The NoLiMa: Long-Context Evaluation Beyond Literal Matching study shows the scores across models with the increase in input length.

Model performance at different context length levels showing declining scores as input length increases

We see similar results in the study done with increasing input context for multiple models — all show the same trend of scores reducing with increasing context length.

What becomes clear is that the real limitation is no longer about how much context a model can consume, but whether it can effectively derive meaning from it.
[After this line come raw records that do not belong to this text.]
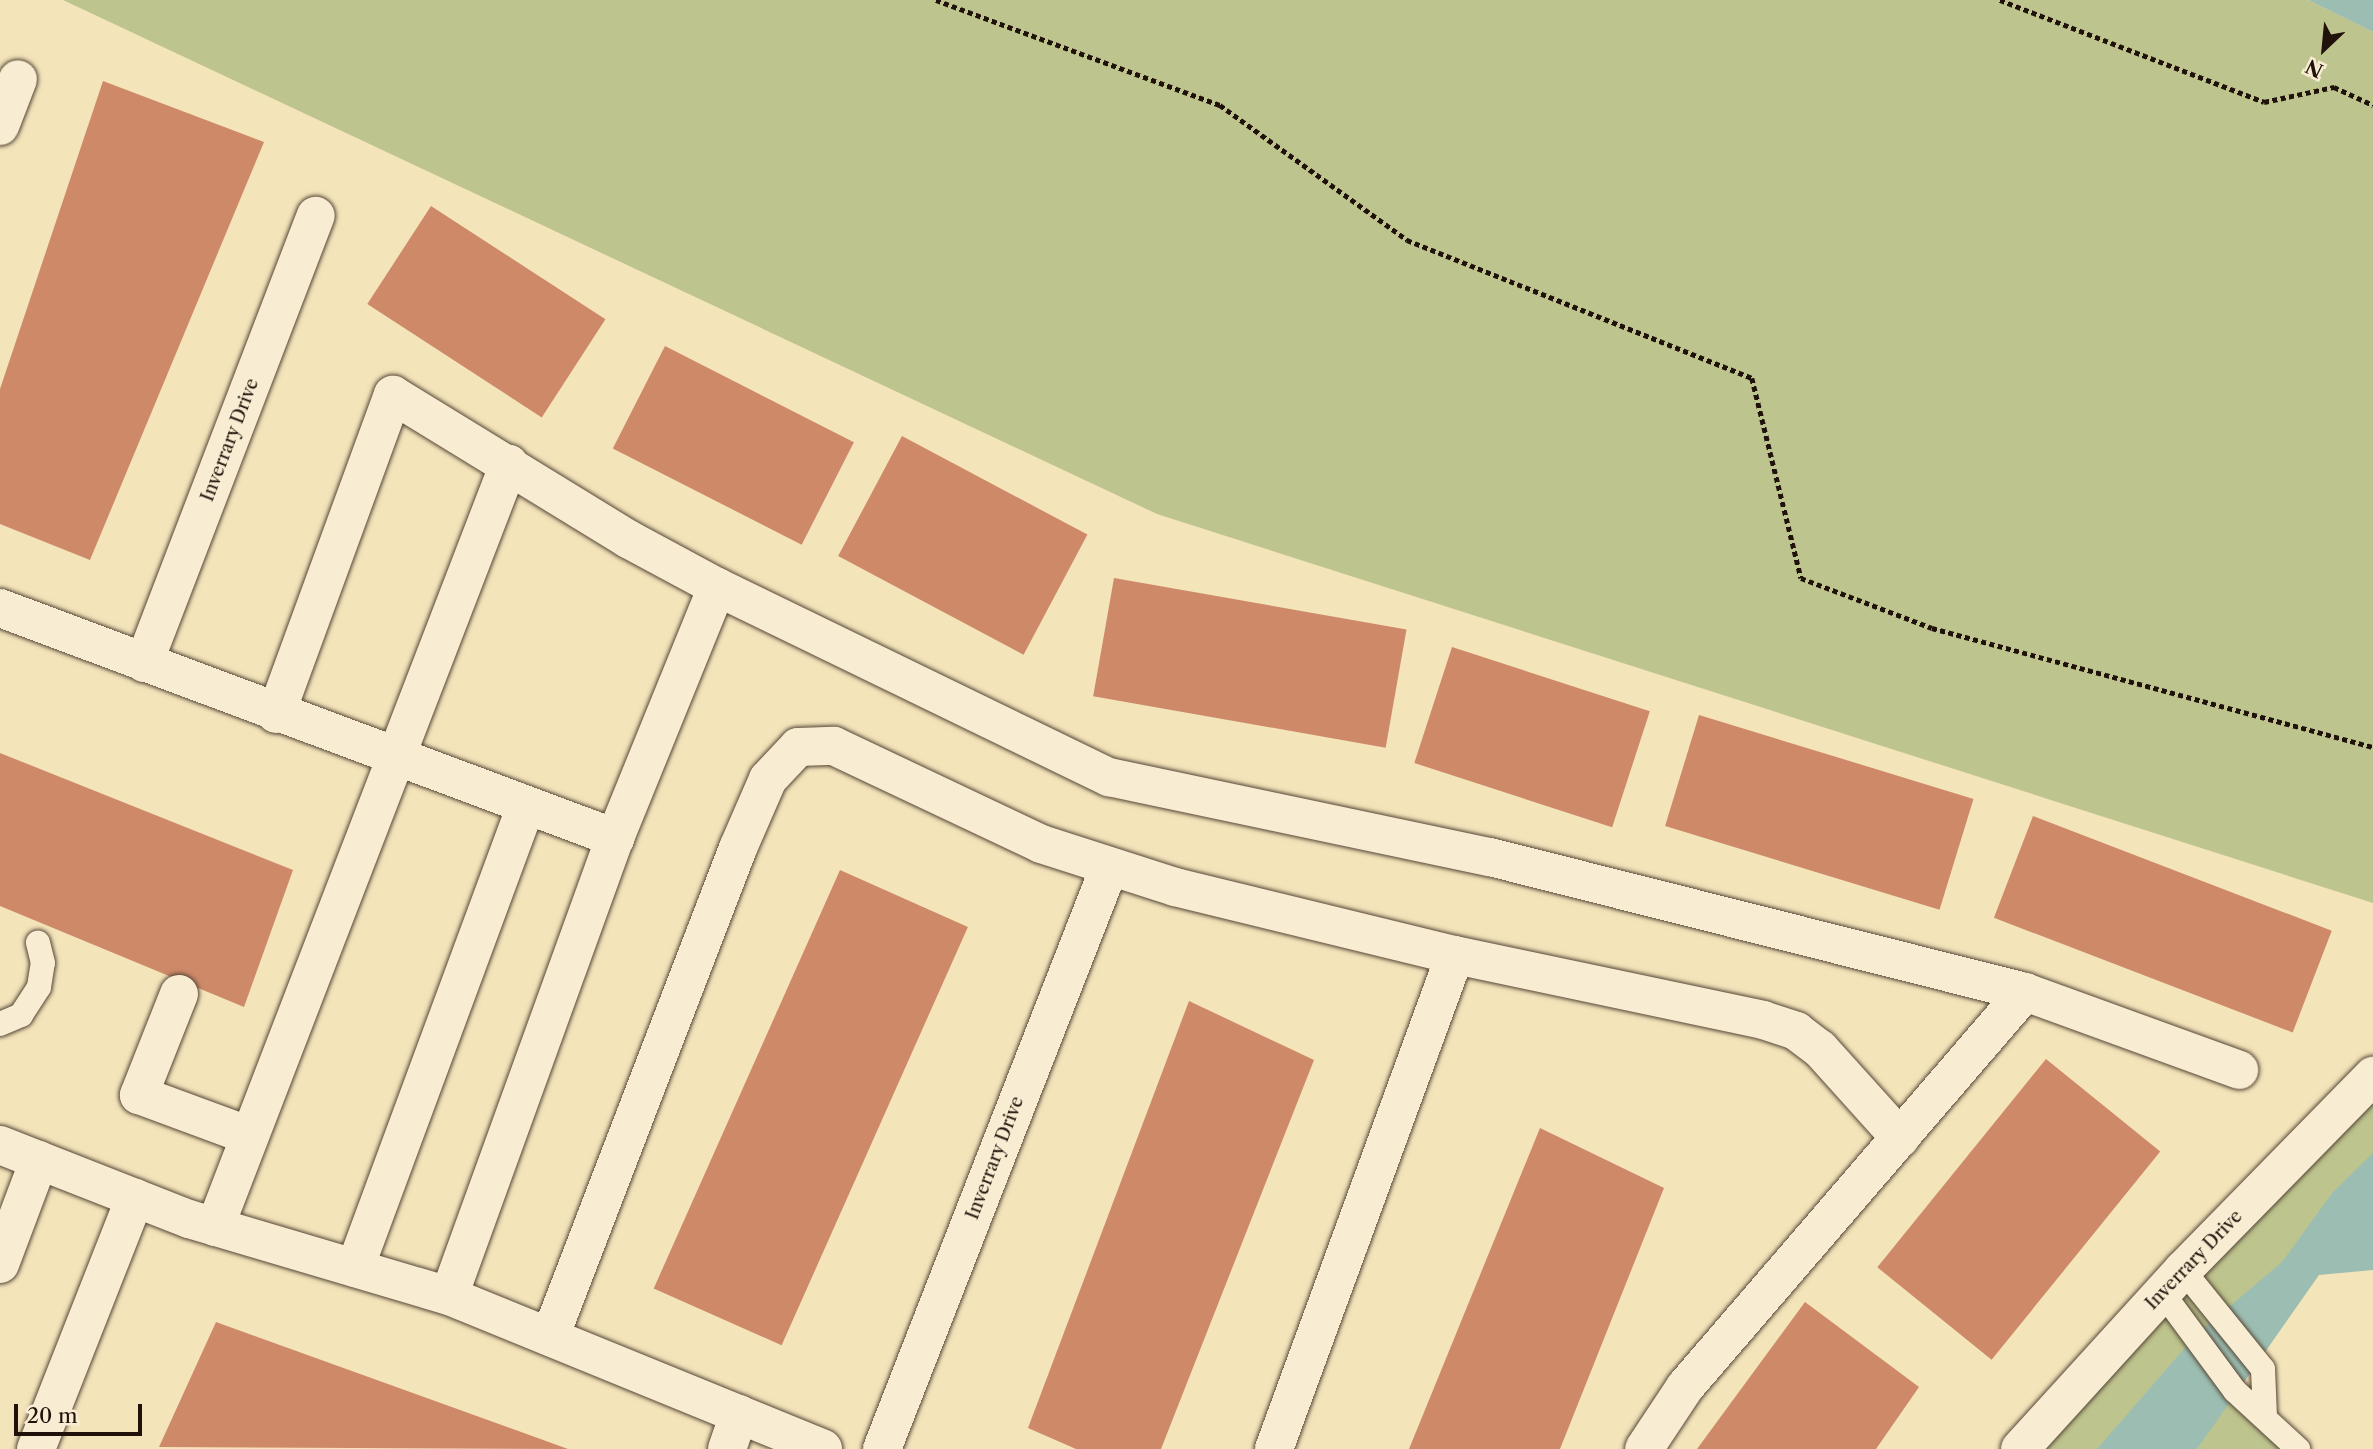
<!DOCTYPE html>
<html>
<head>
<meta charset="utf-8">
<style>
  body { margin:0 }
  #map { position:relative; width:2373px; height:1449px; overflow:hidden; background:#f4e4ba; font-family:"Libre Caslon Text",serif }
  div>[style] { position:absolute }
  .green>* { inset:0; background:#bec48e }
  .water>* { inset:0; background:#9cbeb2 }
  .building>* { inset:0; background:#ce8969; transform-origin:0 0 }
  .path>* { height:4.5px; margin-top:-2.25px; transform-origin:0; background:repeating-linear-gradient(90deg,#20120b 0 5px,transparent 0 8.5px) }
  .roads { filter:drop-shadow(0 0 2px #554637) drop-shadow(0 0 2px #554637) }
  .lane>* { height:24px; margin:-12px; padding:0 12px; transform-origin:12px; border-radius:12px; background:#f8edd2 }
  .street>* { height:38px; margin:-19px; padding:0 19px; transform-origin:19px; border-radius:19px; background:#f8edd2 }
  .secondary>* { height:38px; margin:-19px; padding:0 19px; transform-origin:19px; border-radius:19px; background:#f8edd2 }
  span { translate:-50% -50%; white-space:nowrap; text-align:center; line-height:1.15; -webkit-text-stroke:5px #f8edd2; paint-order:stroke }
  .street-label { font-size:18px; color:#20120b }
  .north { position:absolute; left:2289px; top:14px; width:70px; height:70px; -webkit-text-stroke:5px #f8edd2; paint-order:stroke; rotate:206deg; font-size:19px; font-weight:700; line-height:28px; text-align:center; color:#20120b }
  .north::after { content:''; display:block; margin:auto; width:24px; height:32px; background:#20120b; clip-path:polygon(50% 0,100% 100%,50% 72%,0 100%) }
  .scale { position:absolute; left:14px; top:1404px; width:128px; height:32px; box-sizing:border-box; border:4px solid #20120b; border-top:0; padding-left:9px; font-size:21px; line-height:24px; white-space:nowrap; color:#20120b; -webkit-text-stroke:5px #f8edd2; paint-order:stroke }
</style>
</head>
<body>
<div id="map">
  <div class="green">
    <div style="clip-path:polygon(63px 0,2308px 0,2373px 32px,2373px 903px,1157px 514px)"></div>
    <div style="clip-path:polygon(2373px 1076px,2373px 1184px,2150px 1449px,2020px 1449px)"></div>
    <div style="clip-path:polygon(2235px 1391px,2298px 1449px,2197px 1449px)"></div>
  </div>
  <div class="water">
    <div style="clip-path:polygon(2308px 0,2373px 0,2373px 32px)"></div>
    <div style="clip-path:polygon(2373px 1153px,2373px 1270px,2319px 1275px,2197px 1449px,2097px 1449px,2197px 1334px,2282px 1262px,2333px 1192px)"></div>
  </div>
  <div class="building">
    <div style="clip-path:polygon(103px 81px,264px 142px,90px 560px,0 524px,0 389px)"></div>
    <div style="left:431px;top:206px;width:208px;height:117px;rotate:33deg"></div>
    <div style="left:665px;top:346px;width:212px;height:115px;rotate:27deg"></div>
    <div style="left:902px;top:436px;width:210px;height:136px;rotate:28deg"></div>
    <div style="left:1114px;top:578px;width:297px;height:120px;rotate:10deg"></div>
    <div style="left:1452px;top:647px;width:208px;height:122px;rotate:18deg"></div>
    <div style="left:1699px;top:715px;width:287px;height:116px;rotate:17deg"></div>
    <div style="clip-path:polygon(0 753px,293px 870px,244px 1007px,0 906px)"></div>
    <div style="left:2033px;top:816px;width:320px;height:109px;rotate:21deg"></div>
    <div style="left:840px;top:870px;width:140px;height:458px;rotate:24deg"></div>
    <div style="clip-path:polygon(1189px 1001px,1314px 1060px,1161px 1449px,1076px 1449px,1028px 1428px)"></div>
    <div style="left:2046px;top:1059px;width:147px;height:268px;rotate:39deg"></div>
    <div style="clip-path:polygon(1540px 1128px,1664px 1188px,1560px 1449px,1409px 1449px)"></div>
    <div style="clip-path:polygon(1805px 1302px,1919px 1387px,1876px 1449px,1697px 1449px)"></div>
    <div style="clip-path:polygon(216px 1322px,568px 1449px,159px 1447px)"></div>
  </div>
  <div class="path">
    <div style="left:936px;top:0;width:303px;rotate:20.3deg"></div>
    <div style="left:1220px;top:105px;width:231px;rotate:35.8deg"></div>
    <div style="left:1407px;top:240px;width:372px;rotate:21.8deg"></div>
    <div style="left:1752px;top:378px;width:206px;rotate:76.2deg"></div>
    <div style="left:1801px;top:578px;width:140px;rotate:20.9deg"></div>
    <div style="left:1932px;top:628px;width:457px;rotate:15.1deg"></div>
    <div style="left:2000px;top:0;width:283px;rotate:21.1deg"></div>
    <div style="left:2264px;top:102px;width:72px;rotate:-12.1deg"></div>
    <div style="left:2334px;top:87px;width:43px;rotate:24.8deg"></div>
  </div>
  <div class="roads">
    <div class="lane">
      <div style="left:0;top:1024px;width:23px;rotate:-23deg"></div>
      <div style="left:21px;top:1015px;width:33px;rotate:-57deg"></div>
      <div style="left:39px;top:987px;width:24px;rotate:-81deg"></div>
      <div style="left:43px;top:963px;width:21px;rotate:-104deg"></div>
      <div style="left:2183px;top:1270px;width:127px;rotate:51.1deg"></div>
      <div style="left:2263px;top:1369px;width:48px;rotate:87.6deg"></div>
      <div style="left:2162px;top:1292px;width:123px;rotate:53.6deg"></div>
      <div style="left:2235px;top:1391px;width:86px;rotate:42.6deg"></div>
    </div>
    <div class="street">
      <div style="left:0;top:126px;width:50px;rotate:-69deg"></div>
      <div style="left:0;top:608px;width:657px;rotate:20.5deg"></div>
      <div style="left:144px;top:663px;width:479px;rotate:-69deg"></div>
      <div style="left:276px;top:714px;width:340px;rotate:-69.9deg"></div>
      <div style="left:393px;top:395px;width:276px;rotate:31.5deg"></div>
      <div style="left:628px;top:539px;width:101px;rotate:28.3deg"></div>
      <div style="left:2025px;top:992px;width:228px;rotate:20deg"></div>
      <div style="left:179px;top:994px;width:109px;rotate:111.6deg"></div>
      <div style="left:139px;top:1095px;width:118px;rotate:20.3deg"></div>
      <div style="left:0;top:1145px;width:203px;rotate:21.4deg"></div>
      <div style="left:189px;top:1219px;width:271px;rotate:16.5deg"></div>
      <div style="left:449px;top:1296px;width:404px;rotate:22.2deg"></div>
      <div style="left:215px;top:1227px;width:818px;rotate:-68.93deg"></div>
      <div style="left:0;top:1264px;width:111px;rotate:-69.4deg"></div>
      <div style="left:355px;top:1268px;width:493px;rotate:-69.7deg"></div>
      <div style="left:449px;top:1296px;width:487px;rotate:-70.1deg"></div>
      <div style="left:615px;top:838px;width:271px;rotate:-67.9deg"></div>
      <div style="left:717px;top:587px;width:436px;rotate:25.9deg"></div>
      <div style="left:1109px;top:777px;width:389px;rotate:11.9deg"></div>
      <div style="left:1490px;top:857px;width:552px;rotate:14.16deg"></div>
      <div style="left:2025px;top:992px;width:521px;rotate:130.72deg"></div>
      <div style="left:1685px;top:1387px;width:74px;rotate:123.5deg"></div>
      <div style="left:550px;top:1337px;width:524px;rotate:-68.97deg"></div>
      <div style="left:738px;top:848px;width:75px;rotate:-66.5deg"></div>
      <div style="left:768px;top:779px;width:44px;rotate:-46.8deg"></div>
      <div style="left:798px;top:747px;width:36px;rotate:-2deg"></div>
      <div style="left:834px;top:746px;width:229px;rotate:25.3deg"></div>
      <div style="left:1041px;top:844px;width:141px;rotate:17.8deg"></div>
      <div style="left:1175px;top:887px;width:288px;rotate:13.7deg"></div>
      <div style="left:1455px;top:955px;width:315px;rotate:11.9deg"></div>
      <div style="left:1763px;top:1020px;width:35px;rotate:18deg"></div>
      <div style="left:1796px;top:1031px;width:30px;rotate:37deg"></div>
      <div style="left:1820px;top:1049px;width:120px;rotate:48deg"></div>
      <div style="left:36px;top:1449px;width:270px;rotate:-68.5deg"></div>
      <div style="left:727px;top:1449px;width:37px;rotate:-71deg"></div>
      <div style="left:882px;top:1449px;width:624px;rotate:-68.66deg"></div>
      <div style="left:1274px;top:1449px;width:526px;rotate:-69.88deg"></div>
    </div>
    <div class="secondary">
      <div style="left:2020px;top:1449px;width:242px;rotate:-47.7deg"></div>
      <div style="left:2183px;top:1270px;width:272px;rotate:-45.6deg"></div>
    </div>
  </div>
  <div class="street-label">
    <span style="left:230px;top:440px;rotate:-69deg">Inverrary Drive</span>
    <span style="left:995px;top:1158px;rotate:-69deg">Inverrary Drive</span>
    <span style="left:2194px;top:1260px;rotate:-46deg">Inverrary Drive</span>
  </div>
  <div class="north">N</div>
  <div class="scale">20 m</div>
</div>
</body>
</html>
While the context window may possibly continue to grow, the real development is in the context engineering space. The solution is going to look less like large, ever-growing prompts and more like multi-layered architecture that includes the nuances needed to make the right decisions to write code.

Understanding of code is beyond just what the code is or where it resides — but relationships across repositories, why that code exists, beyond just the current state, and how that state evolved through prior decisions and interactions.

The real win is going to be driven by the relevance of the context passed to the models. The shift of focus from model capability to context design — being able to precisely input what the model should know at the exact moment it needs to know it.